━━━━━ Raw data ━━━━━
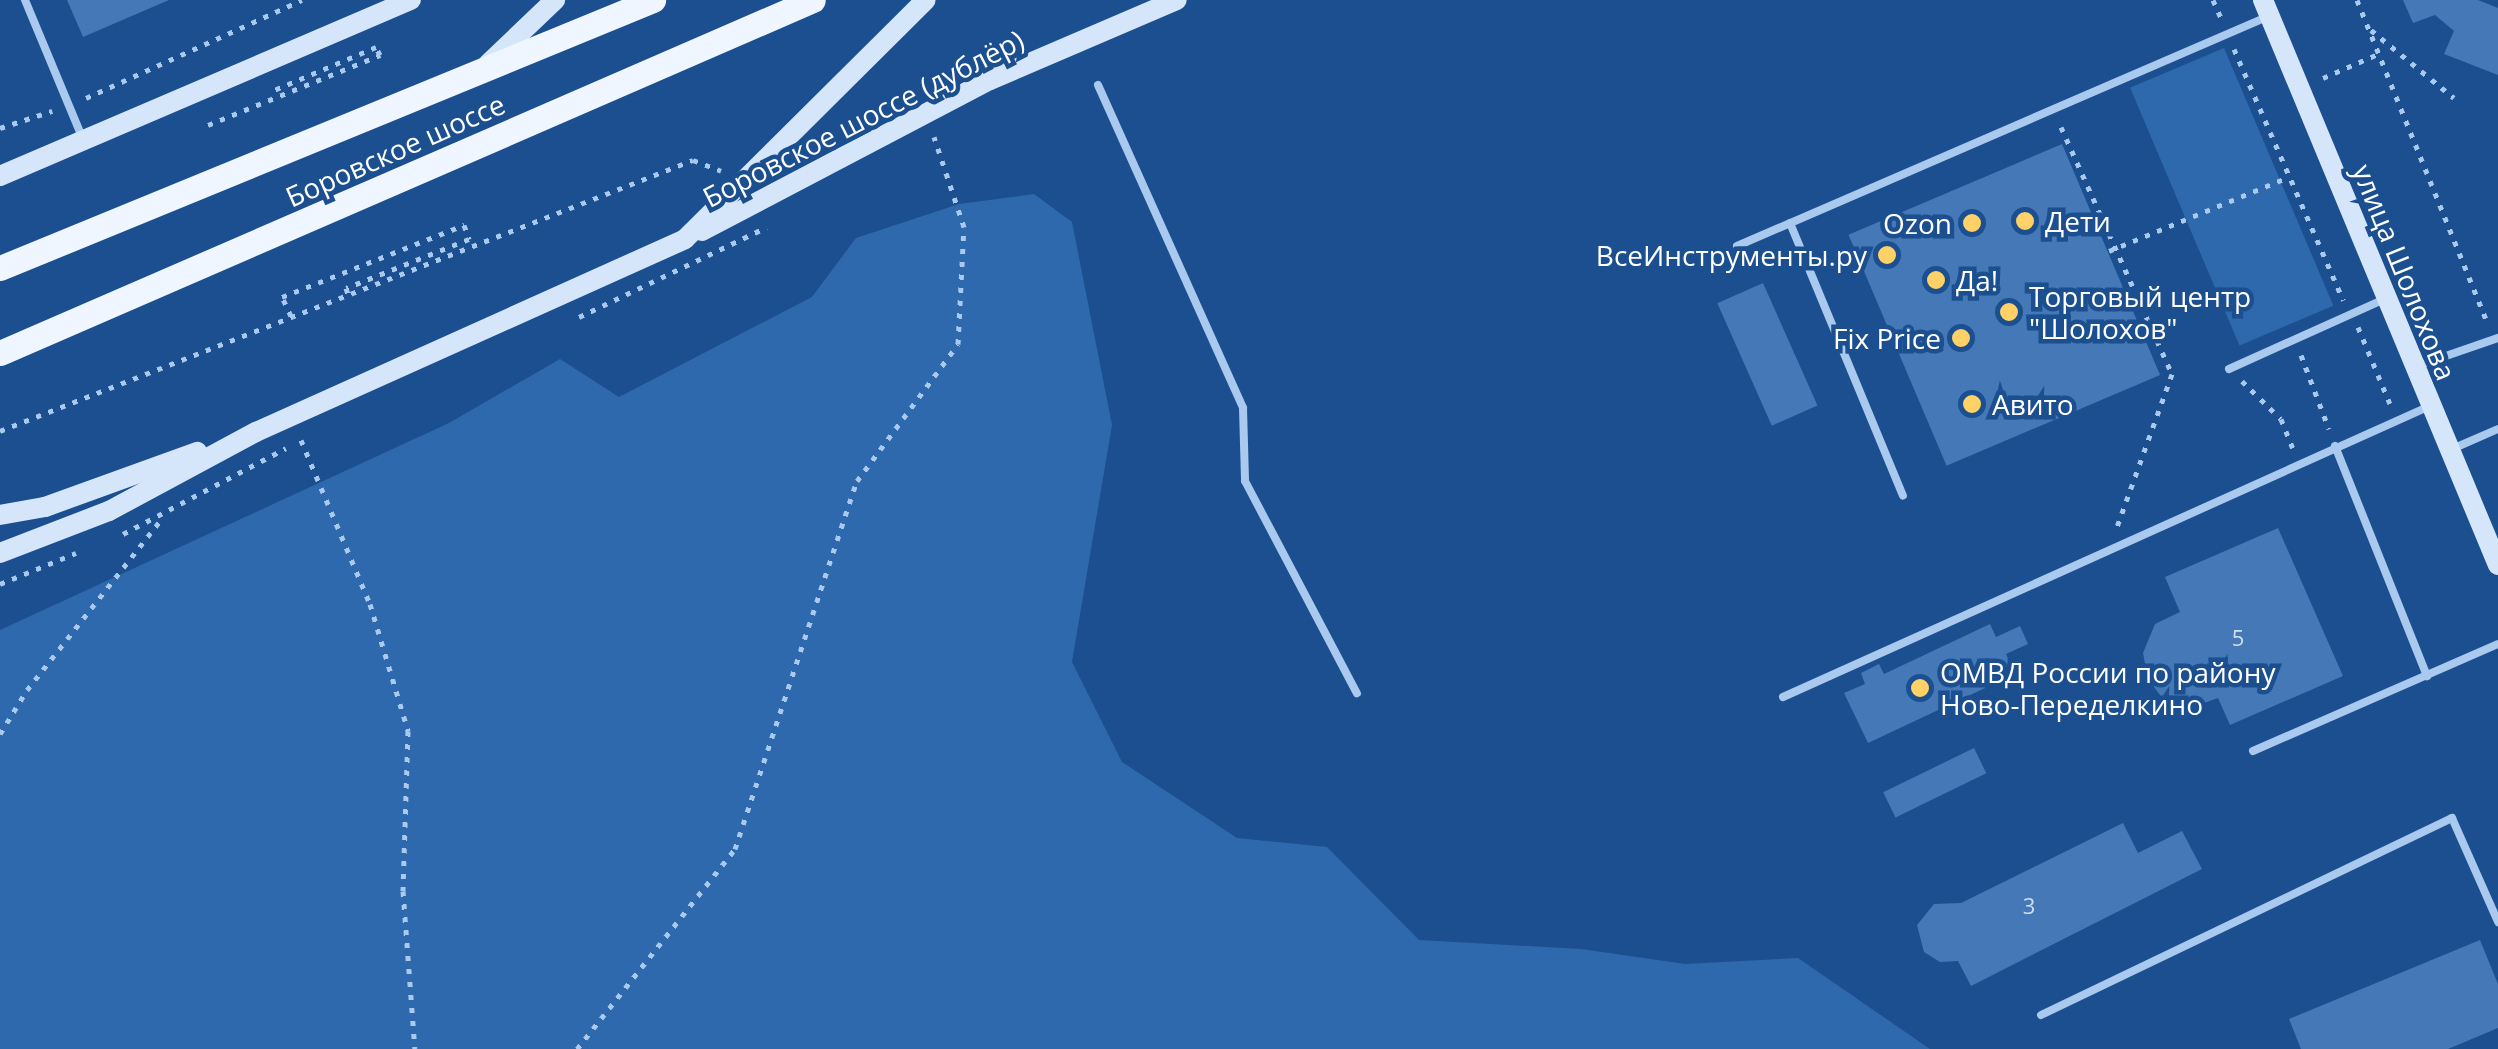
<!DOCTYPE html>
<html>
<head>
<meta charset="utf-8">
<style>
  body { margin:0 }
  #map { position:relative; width:2498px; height:1049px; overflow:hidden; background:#1b4f8f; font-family:"Open Sans",sans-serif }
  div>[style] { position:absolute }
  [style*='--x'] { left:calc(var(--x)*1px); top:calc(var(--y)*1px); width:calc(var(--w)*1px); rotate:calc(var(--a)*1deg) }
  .green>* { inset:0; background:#2e69ad; transform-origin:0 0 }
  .building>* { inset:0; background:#4478b7; transform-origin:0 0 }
  .path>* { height:5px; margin-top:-2.5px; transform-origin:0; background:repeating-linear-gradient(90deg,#a9c9ee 0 5px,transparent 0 13px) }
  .lane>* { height:8px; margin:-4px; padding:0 4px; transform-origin:4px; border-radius:4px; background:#a9c9ee }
  .secondary>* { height:20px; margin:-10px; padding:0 10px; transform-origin:10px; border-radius:10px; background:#d6e6fa }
  .primary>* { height:25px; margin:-12.5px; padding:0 12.5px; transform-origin:12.5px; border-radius:12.5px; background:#f0f6ff }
  .dots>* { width:28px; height:28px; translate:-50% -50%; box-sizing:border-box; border:5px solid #1b4f8f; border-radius:50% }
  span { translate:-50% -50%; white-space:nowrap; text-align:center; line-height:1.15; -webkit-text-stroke:9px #1b4f8f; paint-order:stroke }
  .number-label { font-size:22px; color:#d0dded }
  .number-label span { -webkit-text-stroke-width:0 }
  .street-label { font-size:28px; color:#fff }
  .poi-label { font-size:28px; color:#fff }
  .left { translate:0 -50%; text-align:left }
  .right { translate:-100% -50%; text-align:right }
</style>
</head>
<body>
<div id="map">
  <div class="green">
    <div style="left:2224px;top:48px;width:280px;height:102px;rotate:67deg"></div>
    <div style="clip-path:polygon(1034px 194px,1072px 222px,1112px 425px,1072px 662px,1122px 762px,1237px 838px,1327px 847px,1419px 940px,1581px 949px,1685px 964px,1798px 958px,1930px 1049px,0 1049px,0 630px,449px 423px,560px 359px,619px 397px,812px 297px,856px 238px,959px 204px)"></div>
  </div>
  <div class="building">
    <div style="clip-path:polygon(67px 0,169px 0,83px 37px)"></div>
    <div style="clip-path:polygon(2403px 0,2478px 0,2498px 8px,2498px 75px,2444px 54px,2454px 31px,2435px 15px,2413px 23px)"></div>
    <div style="left:2062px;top:144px;width:251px;height:232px;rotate:67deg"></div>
    <div style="left:1763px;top:283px;width:134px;height:50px;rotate:66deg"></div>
    <div style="clip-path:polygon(2278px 528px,2343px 676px,2230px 725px,2218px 698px,2193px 707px,2163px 699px,2148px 679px,2143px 653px,2155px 624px,2180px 612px,2165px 577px)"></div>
    <div style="clip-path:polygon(1990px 624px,1996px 637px,2020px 626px,2028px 644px,2006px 654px,2015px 674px,1868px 743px,1844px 693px,1865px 684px,1861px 673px,1879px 664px,1884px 674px)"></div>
    <div style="left:1974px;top:748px;width:28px;height:101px;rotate:64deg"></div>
    <div style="clip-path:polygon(2123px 823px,2138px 853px,2182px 831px,2202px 869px,1971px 986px,1958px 961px,1940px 962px,1924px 952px,1917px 925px,1934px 904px,1961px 903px)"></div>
    <div style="clip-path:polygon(2480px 940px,2498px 984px,2498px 1028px,2448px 1049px,2301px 1049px,2289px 1019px)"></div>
  </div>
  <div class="path">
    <div style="--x:2213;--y:0;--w:22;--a:66"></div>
    <div style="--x:2357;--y:0;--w:347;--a:68"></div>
    <div style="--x:2371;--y:30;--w:107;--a:39.3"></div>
    <div style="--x:2234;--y:49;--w:274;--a:66.5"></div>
    <div style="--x:2323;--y:78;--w:60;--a:-23.6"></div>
    <div style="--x:86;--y:98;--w:237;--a:-24.4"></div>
    <div style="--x:208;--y:125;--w:186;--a:-22.1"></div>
    <div style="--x:380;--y:55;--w:9;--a:-117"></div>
    <div style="--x:376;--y:47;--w:113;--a:157.1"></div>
    <div style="--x:2061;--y:127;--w:271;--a:65.8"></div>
    <div style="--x:2172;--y:374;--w:163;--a:109.8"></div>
    <div style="--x:0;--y:128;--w:55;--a:-18.1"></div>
    <div style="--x:2109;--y:251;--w:191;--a:-22.4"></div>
    <div style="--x:291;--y:316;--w:21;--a:-115"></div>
    <div style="--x:282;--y:297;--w:196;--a:-21.6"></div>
    <div style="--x:464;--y:225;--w:15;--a:70"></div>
    <div style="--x:469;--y:239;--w:132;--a:158.3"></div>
    <div style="--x:346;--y:288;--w:6;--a:72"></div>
    <div style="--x:579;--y:317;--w:208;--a:-25.6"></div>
    <div style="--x:2358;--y:327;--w:83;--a:67.4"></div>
    <div style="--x:2301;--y:355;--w:79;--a:69.3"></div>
    <div style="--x:2242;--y:381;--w:54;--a:44.3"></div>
    <div style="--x:2281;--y:419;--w:35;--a:68"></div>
    <div style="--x:0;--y:431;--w:744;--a:-21.36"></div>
    <div style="--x:693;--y:160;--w:30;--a:21"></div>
    <div style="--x:301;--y:440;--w:178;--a:67.2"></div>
    <div style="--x:370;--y:604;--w:133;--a:73.3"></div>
    <div style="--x:408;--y:731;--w:160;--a:91.8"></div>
    <div style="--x:403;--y:891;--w:158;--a:85.7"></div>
    <div style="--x:123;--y:534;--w:184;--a:-27.8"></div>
    <div style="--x:0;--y:584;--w:82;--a:-22.2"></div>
    <div style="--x:0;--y:734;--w:52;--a:-58.5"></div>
    <div style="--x:27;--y:690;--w:215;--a:-51.8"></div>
    <div style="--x:577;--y:1049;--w:255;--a:-51.7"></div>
    <div style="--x:735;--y:849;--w:388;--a:-71.7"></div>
    <div style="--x:857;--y:481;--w:170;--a:-53.6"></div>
    <div style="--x:958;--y:344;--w:117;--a:-87.1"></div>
    <div style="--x:964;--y:227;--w:95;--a:-108.4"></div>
  </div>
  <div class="lane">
    <div style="--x:25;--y:0;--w:151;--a:67.4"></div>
    <div style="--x:1098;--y:85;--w:354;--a:65.8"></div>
    <div style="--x:1243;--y:408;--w:73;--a:88.4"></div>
    <div style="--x:1245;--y:481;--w:240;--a:62.2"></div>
    <div style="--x:1790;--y:223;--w:295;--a:67.5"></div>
    <div style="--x:1737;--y:246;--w:580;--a:-23.38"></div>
    <div style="--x:2417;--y:366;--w:86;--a:-19.1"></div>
    <div style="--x:2229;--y:369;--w:171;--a:-24.2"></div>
    <div style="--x:2335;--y:446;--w:248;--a:68.2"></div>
    <div style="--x:2452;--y:449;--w:50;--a:-23.5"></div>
    <div style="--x:1783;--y:697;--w:709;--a:-24.22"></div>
    <div style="--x:2253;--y:751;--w:267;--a:-23.6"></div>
    <div style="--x:2041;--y:1015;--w:456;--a:-25.6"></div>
    <div style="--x:2452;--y:818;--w:114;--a:66.1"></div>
  </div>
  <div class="secondary">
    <div style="--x:2263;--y:0;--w:612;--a:67.42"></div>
    <div style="--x:488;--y:64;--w:93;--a:-43.7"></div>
    <div style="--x:0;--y:176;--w:447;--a:-23.2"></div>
    <div style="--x:702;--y:231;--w:325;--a:-27.7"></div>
    <div style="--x:990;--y:80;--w:203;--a:-23.2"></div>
    <div style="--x:0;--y:515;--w:46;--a:-10.1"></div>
    <div style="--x:45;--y:507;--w:162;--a:-19.9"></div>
    <div style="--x:0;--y:553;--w:117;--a:-21.1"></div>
    <div style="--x:109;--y:511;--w:167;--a:-28.3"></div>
    <div style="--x:256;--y:432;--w:470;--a:-24.2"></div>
    <div style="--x:685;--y:239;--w:339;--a:-44.8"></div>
  </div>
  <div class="primary">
    <div style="--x:0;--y:268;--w:706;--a:-22.31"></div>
    <div style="--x:0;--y:353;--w:886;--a:-23.47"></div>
  </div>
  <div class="dots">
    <div style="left:2025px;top:221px;background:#ffd166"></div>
    <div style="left:1972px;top:223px;background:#ffd166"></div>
    <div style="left:1887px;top:255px;background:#ffd166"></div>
    <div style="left:1936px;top:280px;background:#ffd166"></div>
    <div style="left:2009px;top:312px;background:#ffd166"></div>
    <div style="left:1961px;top:338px;background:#ffd166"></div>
    <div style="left:1972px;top:404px;background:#ffd166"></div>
    <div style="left:1920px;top:688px;background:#ffd166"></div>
  </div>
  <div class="number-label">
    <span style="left:2238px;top:638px">5</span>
    <span style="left:2029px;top:906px">3</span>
  </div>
  <div class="street-label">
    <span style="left:863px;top:118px;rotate:-27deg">Боровское шоссе (дублёр)</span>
    <span style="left:395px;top:150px;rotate:-24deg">Боровское шоссе</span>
    <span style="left:2405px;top:272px;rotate:68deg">улица Шолохова</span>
  </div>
  <div class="poi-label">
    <span class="left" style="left:2045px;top:221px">Дети</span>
    <span class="right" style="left:1952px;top:223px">Ozon</span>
    <span class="right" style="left:1867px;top:255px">ВсеИнструменты.ру</span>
    <span class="left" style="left:1956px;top:280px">Да!</span>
    <span class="left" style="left:2029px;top:312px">Торговый центр<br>"Шолохов"</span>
    <span class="right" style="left:1941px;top:338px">Fix Price</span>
    <span class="left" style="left:1992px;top:404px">Авито</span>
    <span class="left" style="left:1940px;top:688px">ОМВД России по району<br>Ново-Переделкино</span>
  </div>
</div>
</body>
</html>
━━━━━
▸ Exercise prompt
The answer must be every line from the records above that contains "position".

▸ Solved exercise
  #map { position:relative; width:2498px; height:1049px; overflow:hidden; background:#1b4f8f; font-family:"Open Sans",sans-serif }
  div>[style] { position:absolute }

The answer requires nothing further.